Saved entries
__________

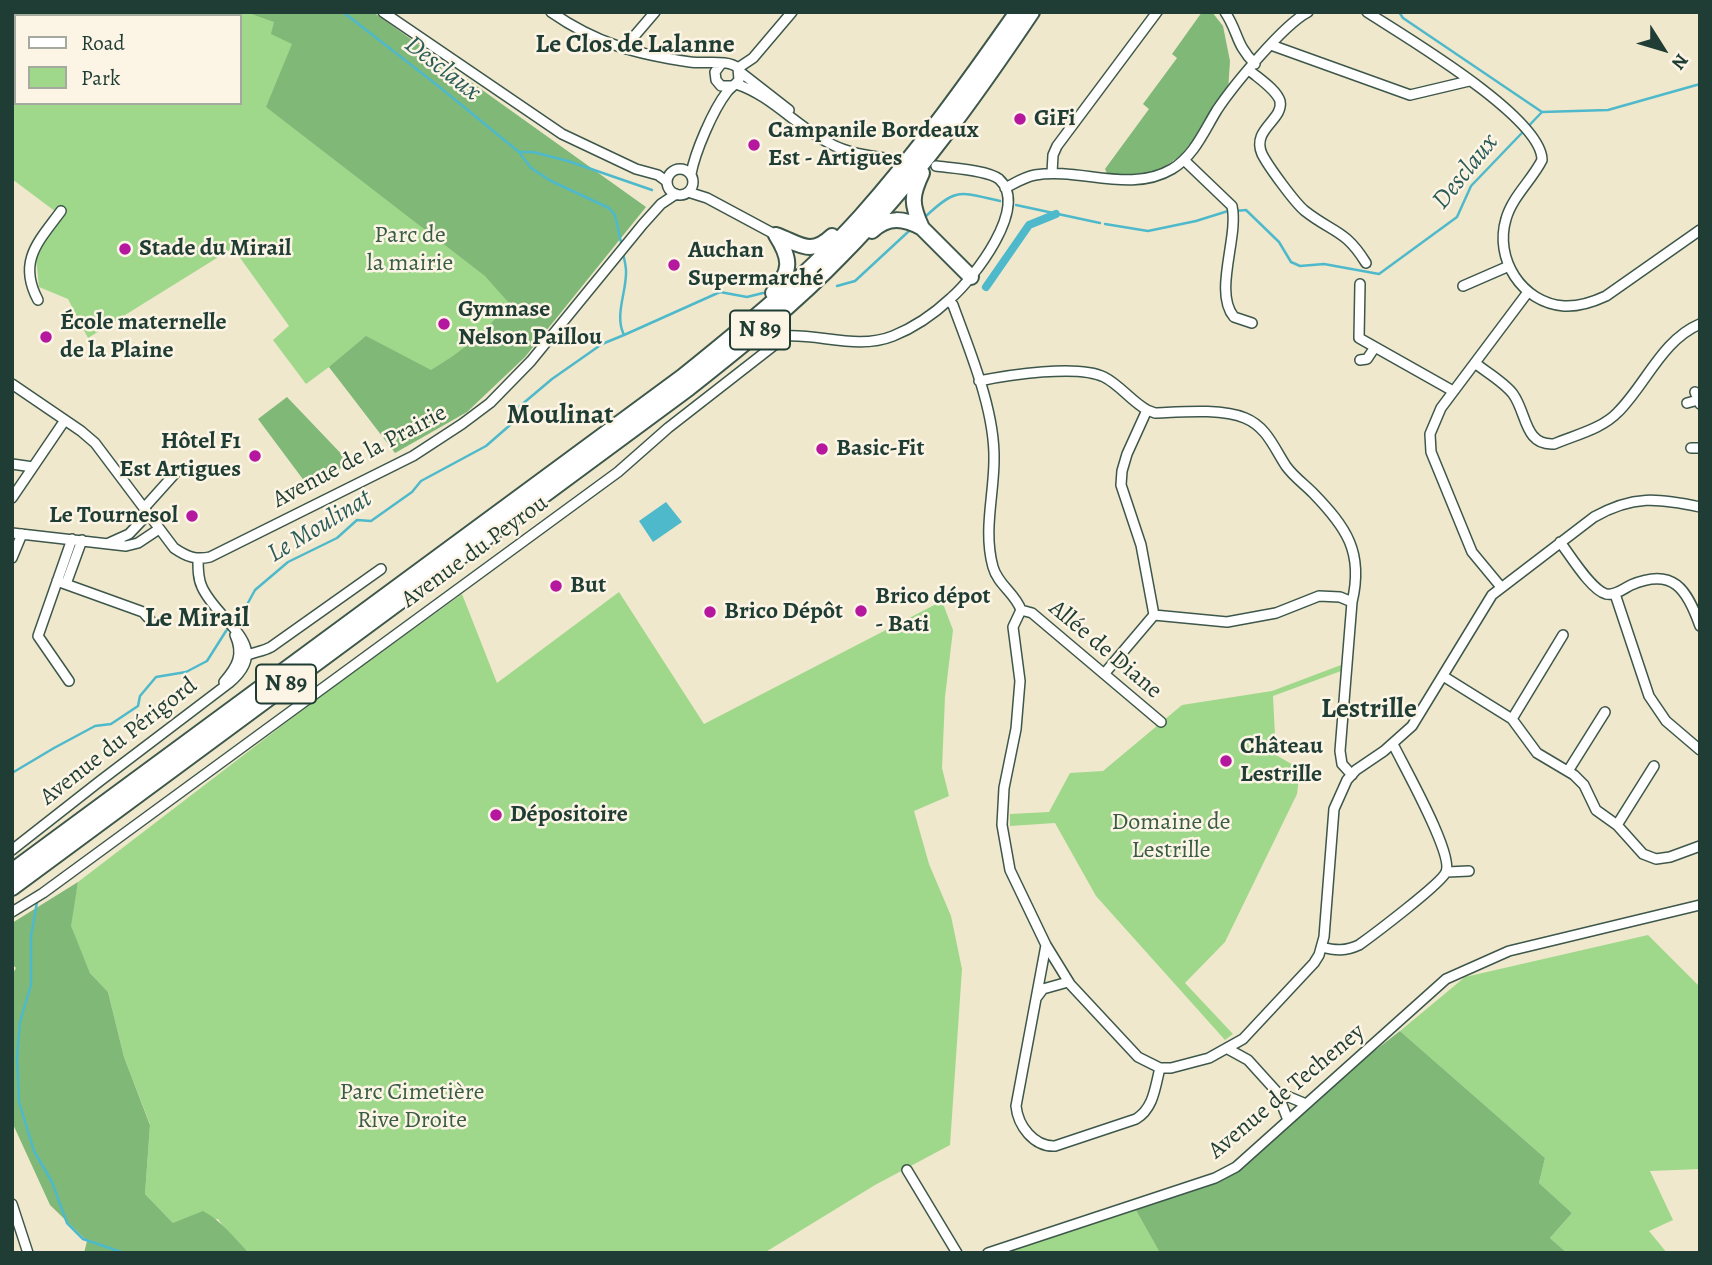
<!DOCTYPE html>
<meta charset="utf-8">
<style>
body{margin:0}
#map{position:relative;width:1712px;height:1265px;overflow:hidden;background:#efe8cc;font-family:Alegreya,serif}
canvas{display:block}
.frame{position:absolute;inset:0;border:14px solid #1f3d34;pointer-events:none}
.legend{position:absolute;left:14px;top:14px;width:228px;height:91px;box-sizing:border-box;background:#fcf5e5;border:2px solid #a4ab9e;margin:0;padding:9px 12px;list-style:none;font-size:21px;color:#1f3d34}
.legend li{display:flex;align-items:center;gap:14px;height:35px}
.legend b{width:35px;border:2px solid #a4ab9e}
.north{position:absolute;left:1628px;top:14px;width:70px;height:70px;-webkit-text-stroke:5px #fcf5e5;paint-order:stroke;rotate:127deg;font-size:19px;font-weight:700;line-height:28px;text-align:center;color:#1f3d34}
.north::after{content:'';display:block;margin:auto;width:24px;height:32px;background:#1f3d34;clip-path:polygon(50% 0,100% 100%,50% 72%,0 100%)}
</style>
<div id="map">
<canvas width="1712" height="1265"></canvas>
<div class="frame"></div>
<ul class="legend">
<li><b style="height:9px;background:#fff"></b>Road</li>
<li><b style="height:19px;background:#9fd88b"></b>Park</li>
</ul>
<div class="north">N</div>
</div>
<script>
const g = document.querySelector('canvas').getContext('2d');
g.lineJoin = 'round';
function paint(path, color) {
  g.fillStyle = color;
  g.fill(path, 'evenodd');
}
function trace(path, color, width, dash) {
  g.strokeStyle = color;
  g.lineWidth = width;
  g.lineCap = dash ? 'butt' : 'round';
  g.setLineDash(dash || []);
  g.stroke(path);
}
function drawText(font, color, halo, rows, align = 'center') {
  g.font = font + ' Alegreya,serif';
  g.lineWidth = 5;
  g.setLineDash([]);
  g.textBaseline = 'middle';
  g.strokeStyle = halo;
  g.fillStyle = color;
  for (const [text, x, y, turn = 0] of rows) {
    g.save();
    g.translate(x, y);
    g.rotate((+turn || 0) * Math.PI / 180);
    g.textAlign = isNaN(turn) ? turn : align;
    if (halo) g.strokeText(text, 0, 0);
    g.fillText(text, 0, 0);
    g.restore();
  }
}
paint(new Path2D(`
 M12 12H341L608 209 396 451 329 367 306 384 273 340 289 326 233 248 88 338 68 299 39 287 36 257 56 212 12 179ZM16 16H240V103H16Z
 M619 592 704 724 942 601 953 630 945 697 942 768 949 796 914 811 929 864 951 916 962 969 950 1145 875 1185 764 1253H249L228 1233 218 1219 173 1223 145 1194 150 1124 124 1057 108 992 90 973 70 926 78 882 322 695 462 594 497 683Z
 M1341 665V671L1273 696 1276 755 1300 769 1297 794 1225 942 1185 983 1233 1034 1225 1040 1096 896 1055 823 1010 826V814L1049 812 1070 773 1103 771 1182 705 1272 691Z
 M1648 935 1700 987V1169L1650 1171 1673 1220 1649 1231 1667 1253H1567L1550 1238 1572 1213 1539 1183 1545 1158 1400 1031 1465 977Z
 M1133 1205 1160 1253H988Z`), '#9fd88b');
paint(new Path2D(`
 M12 12H226L223 16H16V43L12 41Z
 M246 12H373L646 207 525 357 467 412 395 453 329 367 366 336 431 370C462 352 486 331 509 303L485 276 266 107 292 44 271 34 274 22Z
 M1202 12H1212L1223 26 1230 61 1228 91 1199 133 1180 156 1155 173 1108 175 1105 169 1149 109 1143 104 1177 58 1172 54Z
 M287 397 350 463 308 486 258 419Z
 M78 882 71 926 90 973 108 992 124 1057 150 1125 145 1194 173 1223 203 1211C222 1221 234 1238 249 1253H84L87 1241 50 1205 12 1122V975L16 968 12 964V923Z
 M1400 1031 1545 1158 1539 1183 1572 1213 1550 1238 1567 1253H1160L1133 1205 1236 1167 1306 1104Z`), '#7fb877');
paint(new Path2D(`
 M666 502 682 522 653 542 639 521Z`), '#4fb9cc');
trace(new Path2D(`
 M343 12 437 85 519 152 531 168 551 181 609 208 615 215 622 247
 M1399 12 1403 18 1542 112
 M1542 112 1608 110 1700 84
 M519 152H533L568 161 652 190
 M1016 205 1100 223
 M1235 211 1246 210 1279 242 1291 262 1300 266 1324 264 1379 274 1457 217 1471 186 1542 112
 M925 217C957 187 959 192 1000 201
 M1105 224 1148 231 1196 221 1228 211
 M623 253C624 259 626 265 626 271 627 291 614 315 624 335L720 292 747 297 763 293
 M837 286 855 281 909 231
 M12 773 54 748 95 726 111 724 138 706 140 696 156 677 186 672 207 661 226 631 243 612 255 590 288 562 337 538 357 520 371 521 412 492 421 481 486 446 517 419 520 406 552 379 602 344 624 335
 M37 902 31 936V985L20 1022 17 1057 19 1102 34 1151 52 1182 67 1223 83 1239 124 1253`), '#4fb9cc', 2.5);
trace(new Path2D(`
 M986 287 1029 225 1056 214`), '#4fb9cc', 8);
const minor = new Path2D(`
 M383 12 562 134 636 169 658 175 666 181
 M551 12C597 44 636 54 690 62 704 64 728 59 738 68L739 80C735 85 730 88 727 92 713 110 695 152 691 174
 M1225 12C1239 33 1235 44 1255 64
 M1367 12C1404 36 1542 117 1542 160 1532 180 1512 197 1506 219 1494 259 1522 303 1564 306 1579 307 1593 302 1606 296L1700 230
 M1271 45 1410 95 1469 81
 M626 49 631 40 655 12
 M721 64 715 72 716 80 721 86H733
 M738 68 753 58 792 12
 M1249 70C1258 78 1276 89 1280 101 1284 120 1251 129 1262 154 1268 166 1295 203 1305 211 1333 233 1345 229 1366 263
 M739 71 789 110
 M736 84C771 95 797 127 829 143 849 154 871 156 893 159
 M1184 160 1232 206C1239 237 1213 292 1234 317L1252 323
 M667 182a13 13 0 1 1 26 0a13 13 0 1 1-26 0Z
 M1052 173 1053 155 1057 146 1157 12
 M1005 188C1015 183 1024 177 1035 175 1079 167 1130 194 1172 169 1194 156 1204 131 1217 110 1233 86 1283 25 1308 12
 M688 192 707 198 776 235
 M1360 284 1359 338 1453 391
 M1463 286 1509 266
 M38 300C17 261 39 241 61 211
 M949 301 953 305C970 352 995 410 994 460 994 495 983 531 993 567 998 585 1015 593 1021 610L1013 627 1020 681 1016 729 1004 788 1002 825 1010 870 1046 945 1070 984 1138 1057 1160 1068H1171L1209 1058 1243 1039 1314 963 1319 955 1324 937 1334 809 1347 780 1356 770 1384 751 1412 726 1492 595 1594 517C1633 495 1658 498 1700 507
 M1360 360 1367 359 1375 347
 M1475 363C1486 372 1504 382 1513 394 1527 413 1524 446 1554 444 1575 435 1602 429 1618 412 1646 384 1662 340 1700 324
 M979 381C1008 375 1078 364 1104 377 1120 385 1131 401 1147 410L1155 413C1180 412 1222 408 1245 418 1267 427 1274 448 1286 466 1293 476 1304 484 1313 493 1346 527 1364 552 1352 602L1340 751 1342 764 1352 775
 M12 384 81 431 95 443 174 548C187 557 196 560 210 557L413 456 462 424 490 403 531 361 643 224 661 204 676 194
 M1695 392 1700 404
 M1687 403 1698 400
 M1147 410 1127 454 1122 471 1121 485 1141 545 1154 615
 M1691 448H1700
 M12 464 33 467
 M12 498 65 420
 M144 508 179 469
 M12 533 126 546 138 543 159 529
 M1560 542C1570 555 1591 590 1606 594 1615 596 1623 589 1631 585 1673 567 1687 589 1700 626
 M109 543 129 534 148 514
 M12 558 22 534
 M57 581 143 612 151 621
 M66 584 82 540
 M1501 587 1472 552 1431 452 1430 434 1441 408 1528 292
 M1615 594 1649 696 1666 721 1700 750
 M1021 610 1032 613 1161 722
 M238 661C247 652 260 653 271 647L381 569
 M1104 674 1154 615 1227 622 1276 613 1319 596 1340 597 1352 602
 M1443 676 1512 719 1537 753 1574 775 1584 785 1596 810 1617 825 1643 854 1656 859 1670 857 1700 846
 M69 681 38 636 72 539
 M224 682C237 667 244 655 235 635
 M1512 719 1563 635
 M1568 771 1605 712
 M1617 825 1654 766
 M12 850 100 781 229 683C275 645 218 623 202 587 198 579 198 569 198 559
 M1447 872 1469 871
 M12 912 43 893 618 472 668 428 786 336C821 334 858 350 893 336 913 328 935 313 951 298 973 279 1030 207 999 179 988 170 951 168 936 166
 M1046 945 1016 1106C1018 1126 1034 1147 1055 1146L1136 1119C1154 1108 1155 1087 1160 1068
 M1322 947C1336 951 1346 951 1359 945 1373 935 1442 883 1446 872 1454 854 1403 765 1393 744
 M1037 997 1043 989 1068 982
 M1228 1049 1248 1060 1277 1092 1288 1120
 M1277 1092 1306 1104
 M907 1170 957 1253
 M12 1204 28 1253
 M988 1253 1215 1178 1236 1167 1446 979 1509 951 1700 905`);
const highway = new Path2D(`
 M922 173C911 196 911 204 922 228
 M872 231C888 216 904 218 922 228L971 277
 M776 235C799 243 810 257 832 236
 M773 293C792 270 791 259 776 235
 M12 871 682 377C744 327 807 276 861 216 918 152 968 82 1017 12
 M12 888 689 388C742 346 795 304 842 255 914 182 975 97 1032 12`);
trace(minor, '#3e574b', 12);
trace(highway, '#3e574b', 18);
trace(minor, '#fff', 9);
trace(highway, '#fff', 14);
for (const [x, y, r, color] of [
 [1020,119,7,"#b5179e"],
 [754,145,7,"#b5179e"],
 [125,249,7,"#b5179e"],
 [674,265,7,"#b5179e"],
 [444,324,7,"#b5179e"],
 [46,337,7,"#b5179e"],
 [822,449,7,"#b5179e"],
 [255,456,7,"#b5179e"],
 [192,516,7,"#b5179e"],
 [556,586,7,"#b5179e"],
 [861,611,7,"#b5179e"],
 [710,612,7,"#b5179e"],
 [1226,761,7,"#b5179e"],
 [496,815,7,"#b5179e"]
]) {
  const dot = new Path2D();
  dot.arc(x, y, r, 0, 2 * Math.PI);
  g.fillStyle = color;
  g.fill(dot);
  trace(dot, '#fcf5e5', 2.5);
}
for (const [x, y, w] of [
 [760,330,60],
 [286,684,60]
]) {
  const box = new Path2D();
  box.roundRect(x - w / 2, y - 19.5, w, 39, 5);
  g.fillStyle = '#fcf5e5';
  g.fill(box);
  trace(box, '#1f3d34', 2);
}
drawText('bold 23px', '#1f3d34', null, [
 ["N 89",760,330],
 ["N 89",286,684]
]);
drawText('bold 24px', '#1f3d34', '#fcf5e5', [
 ["GiFi",1034,119],
 ["Campanile Bordeaux",768,131],
 ["Est - Artigues",768,159],
 ["Stade du Mirail",139,249],
 ["Auchan",688,251],
 ["Supermarché",688,279],
 ["Gymnase",458,310],
 ["Nelson Paillou",458,338],
 ["École maternelle",60,323],
 ["de la Plaine",60,351],
 ["Hôtel F1",241,442,"right"],
 ["Est Artigues",241,470,"right"],
 ["Basic-Fit",836,449],
 ["Le Tournesol",178,516,"right"],
 ["But",570,586],
 ["Brico dépot",875,597],
 ["- Bati",875,625],
 ["Brico Dépôt",724,612],
 ["Château",1240,747],
 ["Lestrille",1240,775],
 ["Dépositoire",510,815]
], 'left');
drawText('24px', '#395c45', '#fcf5e5', [
 ["Parc de",410,236],
 ["la mairie",410,264],
 ["Domaine de",1171,823],
 ["Lestrille",1171,851],
 ["Parc Cimetière",412,1093],
 ["Rive Droite",412,1121]
]);
drawText('24px', '#1f3d34', '#fcf5e5', [
 ["Avenue de la Prairie",360,457,-28],
 ["Avenue du Peyrou",475,552,-36],
 ["Allée de Diane",1105,650,40],
 ["Avenue du Périgord",119,742,-38],
 ["Avenue de Techeney",1287,1092,-40]
]);
drawText('bold 26px', '#1f3d34', '#fcf5e5', [
 ["Le Clos de Lalanne",635,46]
]);
drawText('italic 26px', '#2b5c5a', '#fcf5e5', [
 ["Desclaux",442,69,38],
 ["Desclaux",1466,172,-51],
 ["Le Moulinat",320,527,-31]
]);
drawText('bold 28px', '#1f3d34', '#fcf5e5', [
 ["Moulinat",560,416],
 ["Le Mirail",197,619],
 ["Lestrille",1369,710]
]);
</script>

__________

When the word "Artigues" shows up in a line of the entries, report that line.

 ["Est - Artigues",768,159],
 ["Est Artigues",241,470,"right"],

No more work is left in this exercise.